Aim of the task
Range to reproduce from the entries below: the line with "32px,784px 49px,818px 38px,825px", the line with "75px,485px 204px,454px 210px,427px", and every line in between. Give them exactly and give nothing else.

Data excerpts
◆ ◆ ◆ ◆
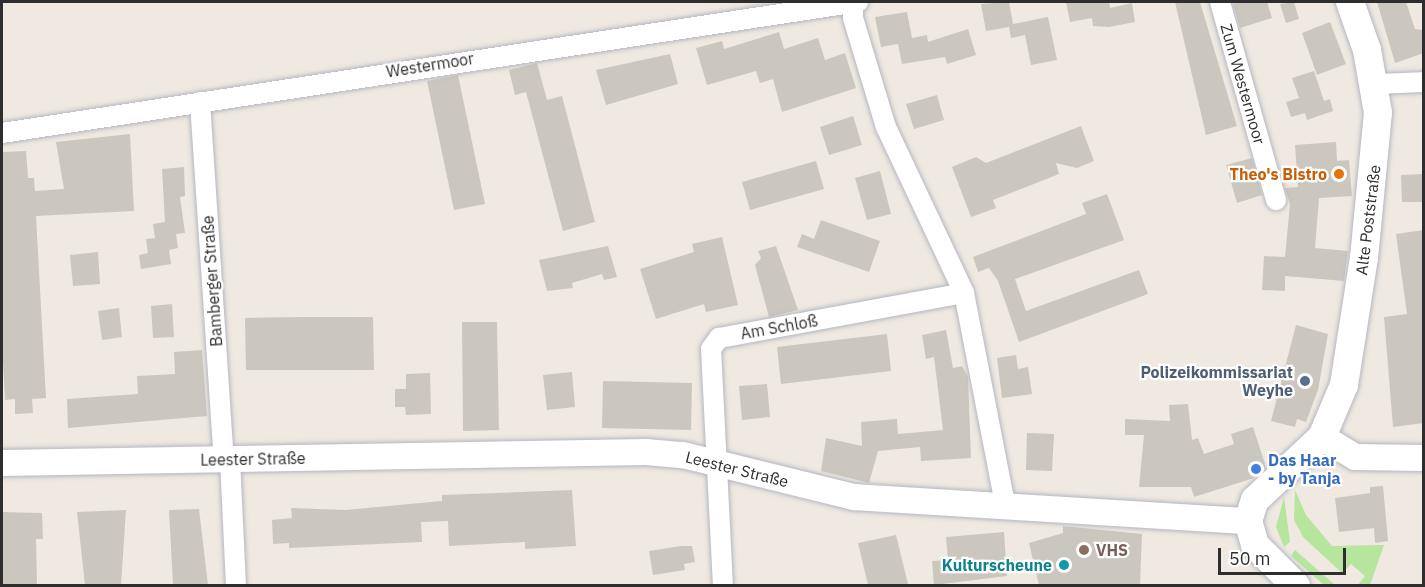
<!DOCTYPE html>
<meta charset="utf-8">
<style>
body{margin:0}
#map{position:relative;width:1425px;height:587px;overflow:hidden;background:#efe9e1;font-family:"IBM Plex Sans",sans-serif}
div>[style]{position:absolute}
.green>*{inset:0;background:#b6e59e}
.building>*{inset:0;background:#cbc7bf}
.roads{filter:drop-shadow(0 0 2px #b4b7c1) drop-shadow(0 0 2px #b4b7c1)}
.minor>*{height:20px;margin:-10px;padding:0 10px;transform-origin:10px;border-radius:10px;background:#fff}
.tertiary>*{height:26px;margin:-13px;padding:0 13px;transform-origin:13px;border-radius:13px;background:#fff}
.secondary>*{height:28px;margin:-14px;padding:0 14px;transform-origin:14px;border-radius:14px;background:#fff}
.dots>*{width:16px;height:16px;translate:-50% -50%;box-sizing:border-box;border:3px solid #fff;border-radius:50%}
span{translate:-50% -50%;white-space:nowrap;text-align:center;line-height:1.15;-webkit-text-stroke:4.5px #fff;paint-order:stroke}
.street-label{font-size:16px;color:#2e2e2e}
.food-label{font-size:16px;color:#c56008;font-weight:700}
.right{translate:-100% -50%;text-align:right}
.service-label{font-size:16px;color:#4e5e75;font-weight:700}
.shop-label{font-size:16px;color:#366cbe;font-weight:700}
.left{translate:0 -50%;text-align:left}
.education-label{font-size:16px;color:#785e54;font-weight:700}
.culture-label{font-size:16px;color:#0d838f;font-weight:700}
.frame{position:absolute;inset:0;border:3px solid #2e2e2e;pointer-events:none}
.scale{position:absolute;left:1218px;top:548px;width:128px;height:27px;box-sizing:border-box;border:3px solid #2e2e2e;border-top:0;padding-left:8px;font-size:18px;line-height:21px;white-space:nowrap;color:#2e2e2e;-webkit-text-stroke:4px #fff;paint-order:stroke}
</style>
<div id="map">
<div class="green">
<i style="clip-path:polygon(1295px 490px,1306px 515px,1332px 546px,1384px 545px,1370px 585px,1358px 585px,1365px 576px,1351px 564px,1342px 573px,1303px 537px,1294px 520px)"></i>
<i style="clip-path:polygon(1284px 497px,1290px 542px,1284px 547px,1276px 527px)"></i>
<i style="clip-path:polygon(1295px 550px,1335px 585px,1324px 585px,1291px 556px)"></i>
</div>
<div class="building">
<i style="clip-path:polygon(1009px 2px,1013px 24px,1048px 17px,1057px 60px,1031px 65px,1025px 35px,1011px 38px,1009px 27px,986px 31px,981px 4px)"></i>
<i style="clip-path:polygon(1066px 2px,1109px 2px,1110px 8px,1132px 3px,1135px 22px,1109px 27px,1093px 26px,1092px 18px,1070px 22px)"></i>
<i style="clip-path:polygon(1175px 2px,1200px 2px,1237px 126px,1206px 135px)"></i>
<i style="clip-path:polygon(1242px 2px,1267px 2px,1272px 18px,1240px 28px,1233px 4px)"></i>
<i style="clip-path:polygon(1294px 2px,1299px 19px,1286px 23px,1280px 4px)"></i>
<i style="clip-path:polygon(1377px 2px,1406px 2px,1415px 29px,1424px 30px,1424px 53px,1395px 63px)"></i>
<i style="clip-path:polygon(907px 12px,912px 38px,927px 35px,928px 42px,968px 29px,976px 55px,947px 64px,945px 57px,902px 64px,898px 44px,881px 47px,875px 17px)"></i>
<i style="clip-path:polygon(1330px 22px,1346px 64px,1317px 75px,1302px 33px)"></i>
<i style="clip-path:polygon(779px 32px,784px 49px,818px 38px,825px 60px,845px 53px,856px 88px,782px 112px,773px 79px,760px 83px,756px 71px,707px 85px,696px 48px,722px 41px,724px 49px)"></i>
<i style="clip-path:polygon(670px 54px,678px 84px,606px 105px,596px 70px)"></i>
<i style="clip-path:polygon(537px 63px,547px 100px,562px 96px,595px 222px,563px 231px,526px 92px,515px 95px,509px 70px)"></i>
<i style="clip-path:polygon(1314px 71px,1324px 101px,1330px 99px,1333px 111px,1307px 120px,1305px 113px,1291px 117px,1286px 102px,1299px 98px,1292px 78px)"></i>
<i style="clip-path:polygon(458px 75px,485px 204px,454px 210px,427px 81px)"></i>
<i style="clip-path:polygon(937px 95px,944px 120px,914px 129px,906px 104px)"></i>
<i style="clip-path:polygon(853px 116px,862px 145px,829px 155px,820px 127px)"></i>
<i style="clip-path:polygon(1081px 126px,1094px 161px,1077px 168px,1056px 163px,1059px 174px,993px 200px,996px 208px,971px 217px,952px 167px,976px 157px,986px 163px)"></i>
<i style="clip-path:polygon(130px 134px,134px 211px,36px 216px,46px 398px,32px 399px,33px 413px,15px 414px,15px 399px,5px 400px,2px 341px,2px 152px,26px 151px,28px 178px,34px 178px,35px 191px,64px 189px,56px 142px)"></i>
<i style="clip-path:polygon(1336px 142px,1337px 161px,1349px 160px,1352px 196px,1319px 198px,1315px 248px,1348px 251px,1344px 281px,1285px 276px,1285px 291px,1262px 290px,1264px 256px,1285px 257px,1290px 204px,1285px 188px,1298px 187px,1295px 145px)"></i>
<i style="clip-path:polygon(1252px 158px,1262px 195px,1237px 203px,1226px 165px)"></i>
<i style="clip-path:polygon(816px 161px,824px 189px,750px 210px,742px 182px)"></i>
<i style="clip-path:polygon(184px 167px,185px 196px,180px 197px,185px 233px,176px 234px,178px 248px,169px 250px,171px 264px,141px 269px,139px 255px,148px 253px,146px 239px,155px 238px,153px 224px,165px 222px,162px 169px)"></i>
<i style="clip-path:polygon(880px 171px,891px 214px,867px 220px,855px 178px)"></i>
<i style="clip-path:polygon(1424px 174px,1424px 202px,1402px 202px,1401px 175px)"></i>
<i style="clip-path:polygon(1107px 194px,1124px 240px,1015px 279px,1026px 311px,1139px 270px,1148px 294px,1019px 342px,998px 281px,989px 268px,978px 272px,973px 257px,1086px 214px,1082px 203px)"></i>
<i style="clip-path:polygon(821px 220px,880px 241px,869px 272px,797px 247px,802px 234px,814px 239px)"></i>
<i style="clip-path:polygon(1424px 230px,1424px 423px,1393px 427px,1384px 317px,1407px 314px,1396px 234px)"></i>
<i style="clip-path:polygon(722px 237px,738px 305px,706px 312px,704px 304px,656px 319px,640px 269px,694px 252px,692px 244px)"></i>
<i style="clip-path:polygon(608px 246px,617px 277px,604px 280px,602px 274px,572px 283px,573px 288px,547px 291px,539px 260px)"></i>
<i style="clip-path:polygon(776px 246px,798px 310px,769px 317px,755px 265px,761px 258px,758px 251px)"></i>
<i style="clip-path:polygon(98px 252px,100px 284px,73px 286px,70px 255px)"></i>
<i style="clip-path:polygon(172px 304px,174px 337px,153px 338px,151px 306px)"></i>
<i style="clip-path:polygon(119px 308px,122px 337px,102px 340px,98px 311px)"></i>
<i style="clip-path:polygon(304px 317px,373px 317px,374px 370px,246px 370px,245px 318px)"></i>
<i style="clip-path:polygon(462px 322px,497px 322px,499px 430px,463px 431px)"></i>
<i style="clip-path:polygon(1296px 325px,1328px 334px,1318px 390px,1306px 422px,1297px 419px,1295px 427px,1271px 421px)"></i>
<i style="clip-path:polygon(946px 330px,953px 368px,962px 366px,968px 377px,971px 458px,921px 461px,920px 447px,878px 451px,869px 483px,821px 471px,826px 438px,862px 446px,861px 422px,897px 419px,898px 434px,943px 430px,934px 357px,926px 359px,922px 335px)"></i>
<i style="clip-path:polygon(887px 334px,891px 371px,781px 384px,777px 347px)"></i>
<i style="clip-path:polygon(202px 350px,207px 416px,68px 428px,67px 399px,138px 394px,137px 376px,175px 374px,174px 352px)"></i>
<i style="clip-path:polygon(1016px 355px,1018px 369px,1028px 367px,1032px 394px,1002px 398px,997px 358px)"></i>
<i style="clip-path:polygon(572px 372px,575px 407px,547px 410px,543px 375px)"></i>
<i style="clip-path:polygon(430px 373px,431px 414px,406px 415px,405px 407px,395px 407px,395px 389px,406px 389px,406px 374px)"></i>
<i style="clip-path:polygon(603px 381px,692px 383px,691px 430px,602px 428px)"></i>
<i style="clip-path:polygon(767px 384px,770px 417px,742px 420px,739px 386px)"></i>
<i style="clip-path:polygon(1188px 404px,1192px 440px,1198px 438px,1204px 454px,1234px 444px,1231px 434px,1253px 427px,1266px 467px,1254px 478px,1194px 497px,1191px 487px,1139px 487px,1144px 435px,1125px 435px,1125px 419px,1170px 421px,1169px 405px)"></i>
<i style="clip-path:polygon(1027px 433px,1054px 434px,1052px 471px,1026px 470px)"></i>
<i style="clip-path:polygon(1383px 486px,1388px 541px,1375px 543px,1374px 528px,1339px 532px,1335px 498px,1370px 493px,1370px 487px)"></i>
<i style="clip-path:polygon(572px 490px,576px 546px,525px 549px,525px 542px,449px 546px,448px 521px,421px 522px,422px 542px,289px 548px,289px 543px,273px 544px,272px 520px,292px 518px,291px 508px,345px 510px,442px 501px,442px 495px)"></i>
<i style="clip-path:polygon(199px 509px,208px 585px,173px 585px,169px 510px)"></i>
<i style="clip-path:polygon(126px 510px,121px 585px,85px 585px,77px 512px)"></i>
<i style="clip-path:polygon(2px 512px,42px 513px,43px 539px,36px 539px,37px 585px,2px 585px)"></i>
<i style="clip-path:polygon(1063px 526px,1142px 534px,1140px 585px,1039px 585px,1029px 543px,1063px 533px)"></i>
<i style="clip-path:polygon(1004px 532px,1007px 576px,934px 585px,932px 561px,948px 560px,946px 537px)"></i>
<i style="clip-path:polygon(896px 535px,908px 584px,868px 585px,858px 543px)"></i>
<i style="clip-path:polygon(681px 546px,692px 546px,695px 562px,684px 564px,685px 570px,653px 575px,649px 551px)"></i>
</div>
<div class="roads">
<div class="minor">
<i style="left:853px;top:2px;width:16px;rotate:90deg"></i>
<i style="left:853px;top:18px;width:114px;rotate:73.2deg"></i>
<i style="left:886px;top:127px;width:183px;rotate:64.8deg"></i>
<i style="left:964px;top:293px;width:215px;rotate:79deg"></i>
<i style="left:1220px;top:2px;width:206px;rotate:74.2deg"></i>
<i style="left:1375px;top:84px;width:49px;rotate:-2.3deg"></i>
<i style="left:200px;top:102px;width:359px;rotate:86.2deg"></i>
<i style="left:2px;top:133px;width:866px;rotate:-8.7deg"></i>
<i style="left:230px;top:459px;width:127px;rotate:87.3deg"></i>
<i style="left:723px;top:586px;width:237px;rotate:-92.9deg"></i>
<i style="left:711px;top:349px;width:14px;rotate:-54deg"></i>
<i style="left:719px;top:338px;width:249px;rotate:-10.4deg"></i>
</div>
<div class="tertiary">
<i style="left:1322px;top:437px;width:39px;rotate:31deg"></i>
<i style="left:1355px;top:457px;width:69px;rotate:0.8deg"></i>
<i style="left:2px;top:463px;width:644px;rotate:-0.98deg"></i>
<i style="left:646px;top:452px;width:37px;rotate:5deg"></i>
<i style="left:683px;top:455px;width:176px;rotate:13.8deg"></i>
<i style="left:854px;top:497px;width:395px;rotate:3.5deg"></i>
</div>
<div class="secondary">
<i style="left:1296px;top:586px;width:58px;rotate:-135deg"></i>
<i style="left:1255px;top:545px;width:25px;rotate:-106deg"></i>
<i style="left:1248px;top:521px;width:22px;rotate:-72deg"></i>
<i style="left:1255px;top:500px;width:92px;rotate:-43.2deg"></i>
<i style="left:1322px;top:437px;width:56px;rotate:-67.1deg"></i>
<i style="left:1344px;top:385px;width:129px;rotate:-81.1deg"></i>
<i style="left:1364px;top:258px;width:146px;rotate:-84.5deg"></i>
<i style="left:1378px;top:113px;width:64px;rotate:-99.9deg"></i>
<i style="left:1367px;top:50px;width:51px;rotate:-109.5deg"></i>
</div>
</div>
<div class="dots">
<i style="left:1339px;top:174px;background:#e8710a"></i>
<i style="left:1305px;top:381px;background:#5c6f8a"></i>
<i style="left:1256px;top:469px;background:#3f7fe0"></i>
<i style="left:1084px;top:550px;background:#8d6e63"></i>
<i style="left:1064px;top:565px;background:#0f9aa8"></i>
</div>
<div class="street-label">
<span style="left:430px;top:65px;rotate:-9deg">Westermoor</span>
<span style="left:1243px;top:84px;rotate:74deg">Zum Westermoor</span>
<span style="left:1368px;top:220px;rotate:-83deg">Alte Poststraße</span>
<span style="left:212px;top:281px;rotate:-94deg">Bamberger Straße</span>
<span style="left:779px;top:327px;rotate:-10deg">Am Schloß</span>
<span style="left:253px;top:459px;rotate:-1deg">Leester Straße</span>
<span style="left:737px;top:469px;rotate:14deg">Leester Straße</span>
</div>
<div class="food-label">
<span class="right" style="left:1327px;top:174px">Theo's Bistro</span>
</div>
<div class="service-label">
<span class="right" style="left:1293px;top:381px">Polizeikommissariat<br>Weyhe</span>
</div>
<div class="shop-label">
<span class="left" style="left:1268px;top:469px">Das Haar<br>- by Tanja</span>
</div>
<div class="education-label">
<span class="left" style="left:1096px;top:550px">VHS</span>
</div>
<div class="culture-label">
<span class="right" style="left:1052px;top:565px">Kulturscheune</span>
</div>
<div class="frame"></div>
<div class="scale">50 m</div>
</div>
◆ ◆ ◆ ◆
Task solution
<i style="clip-path:polygon(779px 32px,784px 49px,818px 38px,825px 60px,845px 53px,856px 88px,782px 112px,773px 79px,760px 83px,756px 71px,707px 85px,696px 48px,722px 41px,724px 49px)"></i>
<i style="clip-path:polygon(670px 54px,678px 84px,606px 105px,596px 70px)"></i>
<i style="clip-path:polygon(537px 63px,547px 100px,562px 96px,595px 222px,563px 231px,526px 92px,515px 95px,509px 70px)"></i>
<i style="clip-path:polygon(1314px 71px,1324px 101px,1330px 99px,1333px 111px,1307px 120px,1305px 113px,1291px 117px,1286px 102px,1299px 98px,1292px 78px)"></i>
<i style="clip-path:polygon(458px 75px,485px 204px,454px 210px,427px 81px)"></i>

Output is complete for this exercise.